Add a link and more details around the Buoyant Data concurrency post

This commit is contained in:
R Tyler Croy 2023-11-29 08:16:06 -08:00
parent d8b565cd49
commit 4e95924fd7
1 changed files with 51 additions and 0 deletions

View File

@ -0,0 +1,51 @@
---
layout: post
title: "Improving lock performance for delta-rs"
tags:
- buoyantdata
- deltalake
- rust
---
I have had the good fortune this year to help a number of organizations develop
and deploy native data applications in Python and Rust using a project I helped
found: [delta-rs](https://github.com/delta-io/delta-rs). At a high level
delta-rs is a Rust implementation of the [Delta Lake
protocol](https://github.com/delta-io/delta/blob/master/PROTOCOL.md) which
offers ACID-like transactions for data lake use-cases.

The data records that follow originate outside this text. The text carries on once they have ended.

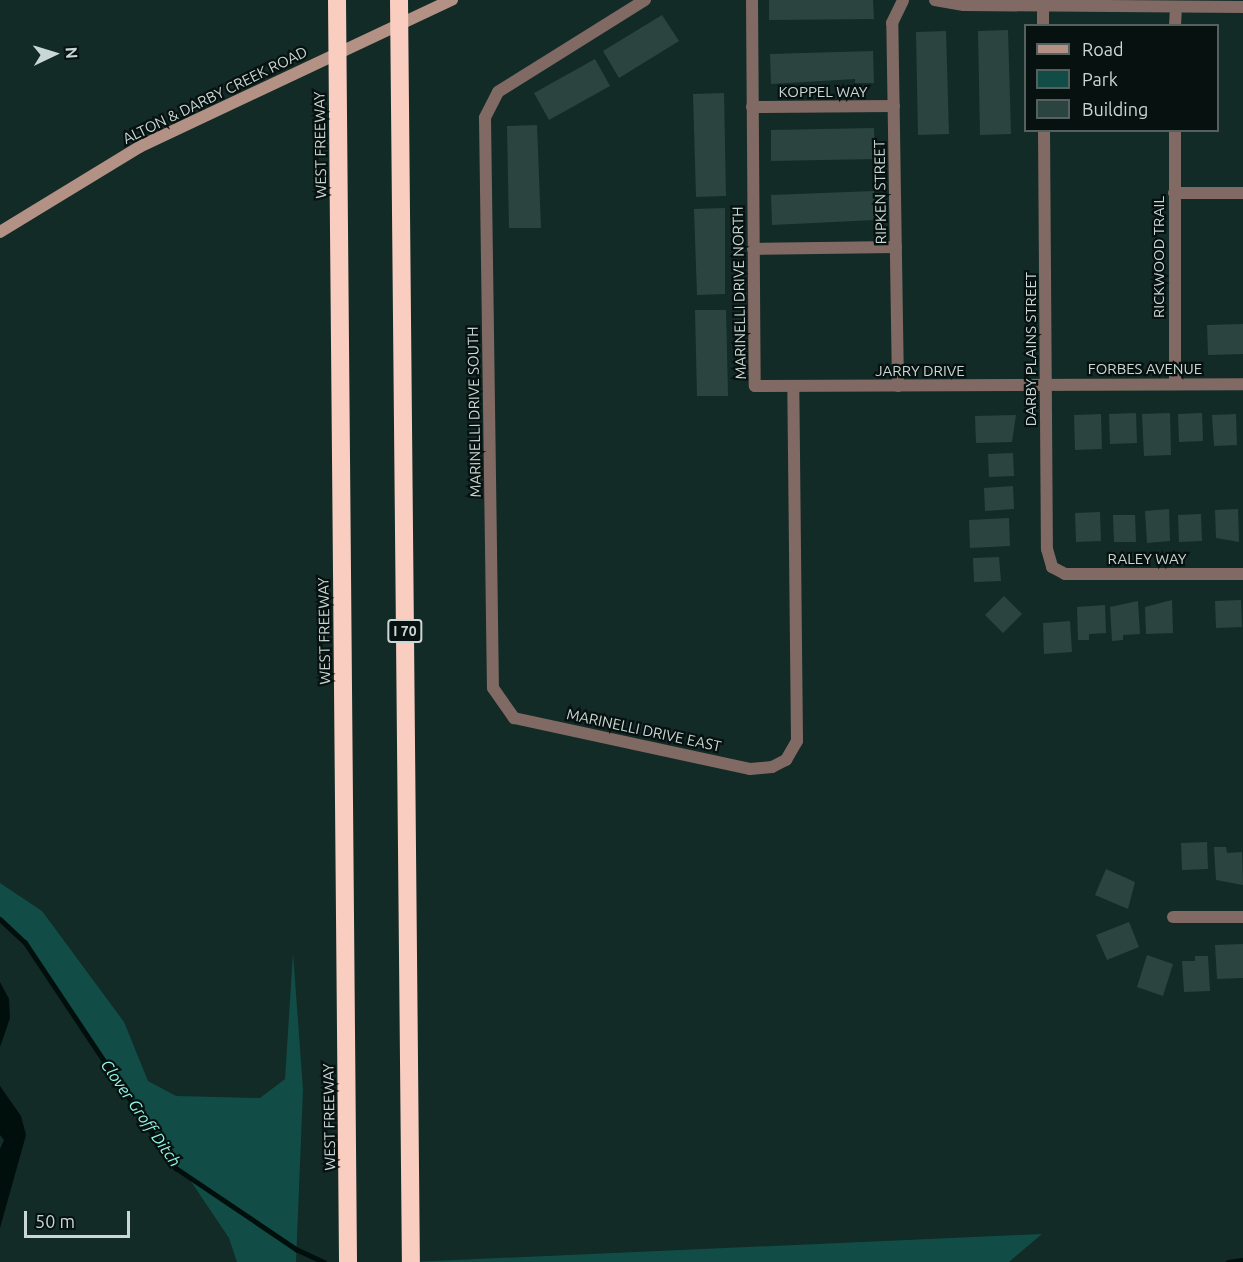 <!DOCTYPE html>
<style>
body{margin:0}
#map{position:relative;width:1243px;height:1262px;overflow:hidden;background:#122b27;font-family:Ubuntu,sans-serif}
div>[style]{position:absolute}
.green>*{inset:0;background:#114d46}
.water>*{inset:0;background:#000e0c}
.stream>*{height:4.5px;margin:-2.25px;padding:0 2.25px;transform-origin:2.25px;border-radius:2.25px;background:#000e0c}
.building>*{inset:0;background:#2b4440}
.street>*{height:12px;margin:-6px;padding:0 6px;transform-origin:6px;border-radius:6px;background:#806a63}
.secondary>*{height:12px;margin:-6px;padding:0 6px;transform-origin:6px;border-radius:6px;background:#b49185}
.highway>*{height:18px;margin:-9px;padding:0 9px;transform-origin:9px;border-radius:9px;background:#f9cdbf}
span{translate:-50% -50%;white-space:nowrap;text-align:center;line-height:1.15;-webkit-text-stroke:4.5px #07110f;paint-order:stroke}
.shield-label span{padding:2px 4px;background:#07110f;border:2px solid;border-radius:4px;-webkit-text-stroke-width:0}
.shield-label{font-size:14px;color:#cad8d5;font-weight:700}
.street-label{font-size:15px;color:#cad8d5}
.water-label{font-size:16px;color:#93f7e9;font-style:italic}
.legend{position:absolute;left:1024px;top:24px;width:195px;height:108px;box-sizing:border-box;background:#07110f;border:2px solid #55615e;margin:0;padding:8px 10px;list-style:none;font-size:18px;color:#cad8d5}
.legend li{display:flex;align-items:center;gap:12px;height:30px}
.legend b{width:30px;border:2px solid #55615e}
.north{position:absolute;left:24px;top:24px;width:60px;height:60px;-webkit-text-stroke:4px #07110f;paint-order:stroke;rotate:86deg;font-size:16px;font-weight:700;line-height:24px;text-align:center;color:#cad8d5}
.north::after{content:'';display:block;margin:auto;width:21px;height:27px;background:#cad8d5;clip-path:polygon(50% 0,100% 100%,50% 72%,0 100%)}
.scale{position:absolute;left:24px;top:1211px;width:106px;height:27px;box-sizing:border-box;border:3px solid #cad8d5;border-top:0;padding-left:8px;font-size:18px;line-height:21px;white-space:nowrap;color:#cad8d5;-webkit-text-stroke:4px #07110f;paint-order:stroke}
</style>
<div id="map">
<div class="green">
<div style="clip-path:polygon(0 883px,42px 911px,124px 1022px,148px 1081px,176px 1096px,260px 1098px,285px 1079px,293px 953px,303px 1089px,296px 1262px,237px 1262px,229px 1238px,190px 1180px,176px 1168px,25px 942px,0 919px)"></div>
<div style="clip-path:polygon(1042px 1234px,1009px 1262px,411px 1262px)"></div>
</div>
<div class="water">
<div style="clip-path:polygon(0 982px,9px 999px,10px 1018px,0 1047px)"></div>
<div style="clip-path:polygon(0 1086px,21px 1116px,26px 1135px,0 1228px,0 1149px,4px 1140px,0 1135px)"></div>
</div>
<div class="stream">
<div style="left:0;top:919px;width:34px;rotate:43deg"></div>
<div style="left:25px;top:942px;width:272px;rotate:56.3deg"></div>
<div style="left:176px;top:1168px;width:145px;rotate:34deg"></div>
<div style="left:296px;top:1249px;width:31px;rotate:25deg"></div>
<div style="left:1228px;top:1262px;width:15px;rotate:-8deg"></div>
</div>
<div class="building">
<div style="clip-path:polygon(769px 0,873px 0,874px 19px,769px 20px)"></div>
<div style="clip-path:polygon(662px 15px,679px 41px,619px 78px,603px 51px)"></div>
<div style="clip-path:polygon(1008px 30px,1011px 134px,980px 135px,978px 31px)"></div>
<div style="clip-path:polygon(946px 31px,949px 134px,918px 135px,916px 32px)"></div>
<div style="clip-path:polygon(873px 51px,874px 83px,855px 83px,855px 79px,771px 84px,770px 54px)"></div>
<div style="clip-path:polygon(595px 59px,610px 86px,549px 120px,534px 93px)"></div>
<div style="clip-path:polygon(724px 93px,726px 196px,696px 197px,693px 94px)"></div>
<div style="clip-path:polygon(537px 125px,541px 228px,509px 228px,507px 126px)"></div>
<div style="clip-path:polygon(874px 128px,875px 159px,771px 161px,771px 130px)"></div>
<div style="clip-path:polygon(874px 191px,875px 220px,772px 225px,771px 195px)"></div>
<div style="clip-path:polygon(725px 208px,725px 294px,697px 295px,694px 209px)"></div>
<div style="clip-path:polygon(695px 310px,726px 310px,728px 396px,697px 396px)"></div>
<div style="clip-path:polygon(1243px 324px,1243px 354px,1208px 355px,1207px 325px)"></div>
<div style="clip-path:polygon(1136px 413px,1137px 443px,1110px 444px,1109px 414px)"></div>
<div style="clip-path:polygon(1170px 413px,1171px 455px,1144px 456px,1142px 414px)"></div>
<div style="clip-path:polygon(1202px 413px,1203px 441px,1179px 442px,1178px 414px)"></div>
<div style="clip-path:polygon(1101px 414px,1102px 449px,1075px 450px,1074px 415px)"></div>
<div style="clip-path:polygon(1236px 414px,1237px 445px,1214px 446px,1212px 415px)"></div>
<div style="clip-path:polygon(1016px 415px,1012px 442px,976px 443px,975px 416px)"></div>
<div style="clip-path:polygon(1013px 453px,1014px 476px,989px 477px,988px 454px)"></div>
<div style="clip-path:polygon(1013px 486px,1014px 509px,985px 511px,984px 488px)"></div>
<div style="clip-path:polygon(1169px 509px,1170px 541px,1147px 543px,1145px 511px)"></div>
<div style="clip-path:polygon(1238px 509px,1239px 542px,1216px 538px,1215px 510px)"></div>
<div style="clip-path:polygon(1100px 512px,1101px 541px,1076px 542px,1075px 513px)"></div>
<div style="clip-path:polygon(1201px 514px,1202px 541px,1179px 542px,1178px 515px)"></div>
<div style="clip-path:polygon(1113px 515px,1135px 515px,1136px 542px,1114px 542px)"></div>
<div style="clip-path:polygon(1009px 518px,1010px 546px,970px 548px,969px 520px)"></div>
<div style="clip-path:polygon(999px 557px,1001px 581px,974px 582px,973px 558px)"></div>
<div style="clip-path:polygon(1004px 596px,1022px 614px,1003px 633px,985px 615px)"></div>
<div style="clip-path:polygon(1172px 600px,1173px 633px,1146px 634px,1145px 607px)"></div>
<div style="clip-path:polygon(1241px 600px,1242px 627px,1216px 628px,1215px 601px)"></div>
<div style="clip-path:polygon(1138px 601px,1140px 634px,1123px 635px,1123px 640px,1112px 641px,1110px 607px)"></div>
<div style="clip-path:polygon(1105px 605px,1106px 633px,1089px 634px,1089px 640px,1078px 640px,1077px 607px)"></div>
<div style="clip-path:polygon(1070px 621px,1072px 652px,1044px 654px,1043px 623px)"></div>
<div style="clip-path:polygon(1207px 842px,1208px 869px,1182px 870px,1181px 843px)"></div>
<div style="clip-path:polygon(1214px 847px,1226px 847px,1227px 853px,1242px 852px,1243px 885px,1216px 880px)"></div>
<div style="clip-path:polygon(1106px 869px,1135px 882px,1128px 909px,1095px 895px)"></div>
<div style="clip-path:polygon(1129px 922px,1139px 947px,1107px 960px,1096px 935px)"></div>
<div style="clip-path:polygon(1243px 944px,1243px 978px,1217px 979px,1215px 945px)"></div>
<div style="clip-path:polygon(1147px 955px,1173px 964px,1163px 996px,1137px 987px)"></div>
<div style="clip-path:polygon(1195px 956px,1208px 956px,1210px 991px,1184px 992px,1182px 961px,1195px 961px)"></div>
</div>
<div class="street">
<div style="left:645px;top:0;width:173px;rotate:148deg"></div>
<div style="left:498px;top:92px;width:29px;rotate:117deg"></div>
<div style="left:485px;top:118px;width:570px;rotate:89.2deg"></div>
<div style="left:493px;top:688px;width:37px;rotate:55deg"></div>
<div style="left:514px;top:718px;width:241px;rotate:12.2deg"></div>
<div style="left:750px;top:769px;width:22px;rotate:-5deg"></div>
<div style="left:772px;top:767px;width:16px;rotate:-27deg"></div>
<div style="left:786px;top:760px;width:22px;rotate:-60deg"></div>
<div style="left:797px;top:741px;width:355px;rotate:-90.6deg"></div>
<div style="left:752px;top:0;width:386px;rotate:89.6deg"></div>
<div style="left:755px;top:386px;width:488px;rotate:-0.2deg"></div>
<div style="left:935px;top:0;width:29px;rotate:10deg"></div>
<div style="left:964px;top:5px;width:279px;rotate:0.4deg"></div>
<div style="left:1043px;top:0;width:26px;rotate:90deg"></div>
<div style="left:1175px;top:26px;width:18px;rotate:-87deg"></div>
<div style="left:752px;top:107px;width:142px;rotate:-0.4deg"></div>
<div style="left:1044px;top:130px;width:419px;rotate:89.6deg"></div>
<div style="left:1047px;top:549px;width:19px;rotate:74deg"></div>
<div style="left:1052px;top:567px;width:15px;rotate:28deg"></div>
<div style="left:1065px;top:574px;width:178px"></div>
<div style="left:1175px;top:130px;width:254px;rotate:90deg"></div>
<div style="left:1174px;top:193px;width:69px"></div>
<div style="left:753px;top:249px;width:143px;rotate:-0.8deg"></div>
<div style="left:898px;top:386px;width:363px;rotate:-90.9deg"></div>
<div style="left:892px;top:23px;width:25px;rotate:-64deg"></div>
<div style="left:1173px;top:917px;width:70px"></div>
</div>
<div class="secondary">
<div style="left:0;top:232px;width:163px;rotate:-31.4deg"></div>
<div style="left:139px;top:147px;width:346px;rotate:-25.2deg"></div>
</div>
<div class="highway">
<div style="left:337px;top:0;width:1262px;rotate:89.5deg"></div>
<div style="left:399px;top:0;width:1262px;rotate:89.46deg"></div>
</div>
<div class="shield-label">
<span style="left:405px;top:631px">I 70</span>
</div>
<div class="street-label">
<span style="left:823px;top:92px">KOPPEL WAY</span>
<span style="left:215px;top:95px;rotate:-26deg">ALTON &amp; DARBY CREEK ROAD</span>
<span style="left:320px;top:145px;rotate:-91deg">WEST FREEWAY</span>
<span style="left:880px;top:192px;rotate:-91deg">RIPKEN STREET</span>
<span style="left:1159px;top:257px;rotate:-90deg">RICKWOOD TRAIL</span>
<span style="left:739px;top:293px;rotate:-91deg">MARINELLI DRIVE NORTH</span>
<span style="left:1031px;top:349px;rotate:-90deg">DARBY PLAINS STREET</span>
<span style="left:1145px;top:369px">FORBES AVENUE</span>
<span style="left:920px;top:371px">JARRY DRIVE</span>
<span style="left:474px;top:412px;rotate:-91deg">MARINELLI DRIVE SOUTH</span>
<span style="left:1147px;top:559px">RALEY WAY</span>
<span style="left:324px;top:631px;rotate:-91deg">WEST FREEWAY</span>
<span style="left:644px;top:730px;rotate:12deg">MARINELLI DRIVE EAST</span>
<span style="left:329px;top:1117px;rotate:-91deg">WEST FREEWAY</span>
</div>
<div class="water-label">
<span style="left:141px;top:1113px;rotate:55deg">Clover Groff Ditch</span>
</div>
<ul class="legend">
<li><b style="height:8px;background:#b49185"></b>Road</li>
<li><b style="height:16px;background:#114d46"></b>Park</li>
<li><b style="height:16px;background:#2b4440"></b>Building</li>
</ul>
<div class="north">N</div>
<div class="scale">50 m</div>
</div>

One of the big areas of
my focus has been in evaluating and improving performance in highly concurrent
runtime environments on AWS.
To help others understand the problem domain I spent some time earlier in the
week documenting the challenges in AWS on the Buoyant Data blog: [Concurrency
limitations for Delta Lake on
AWS](https://www.buoyantdata.com/blog/2023-11-27-concurrency-limitations-with-deltalake-on-aws.html)
> In the case of AWS S3's consistency model many operations are strongly
> consistent, but concurrent operations on the same key are not. AWS encourages
> application-level object locking, which the delta-rs implements using AWS
> DynamoDB.
AWS S3 is an incredible piece of technology that washes away a myriad of common
storage problems, and has been jokingly referred to as "the 8th wonder of the
world" by [Corey Quinn](https://www.lastweekinaws.com/). THe lack of a
"putIfAbsent" like semantic is however _very_ annoying for the Delta Lake
protocol, adding the need for an application-wide *lock* for Delta users:
> The dynamodb-lock approach allows for some sensible cooperation between
> concurrent writers but the key limitation is that all concurrent operations
> must synchronize on the table itself. There is no smaller division of
> concurrency than a table operation
In the blog post I offer some potential approaches to mitigate the weakness of
needing a table-level lock for concurrent Delta Lake writers on AWS, but the
problem will unfortunately remain until in some form or fashion until S3
introduces a "putIfAbsent" semantic which allows writers to "put" a file only
if it doesn't exist in an atomic way.
For concurrent Delta writers I can offer some advice, but unfortunately
effective cooperative distributed concucrrency at scale remains a challenging
problem! :)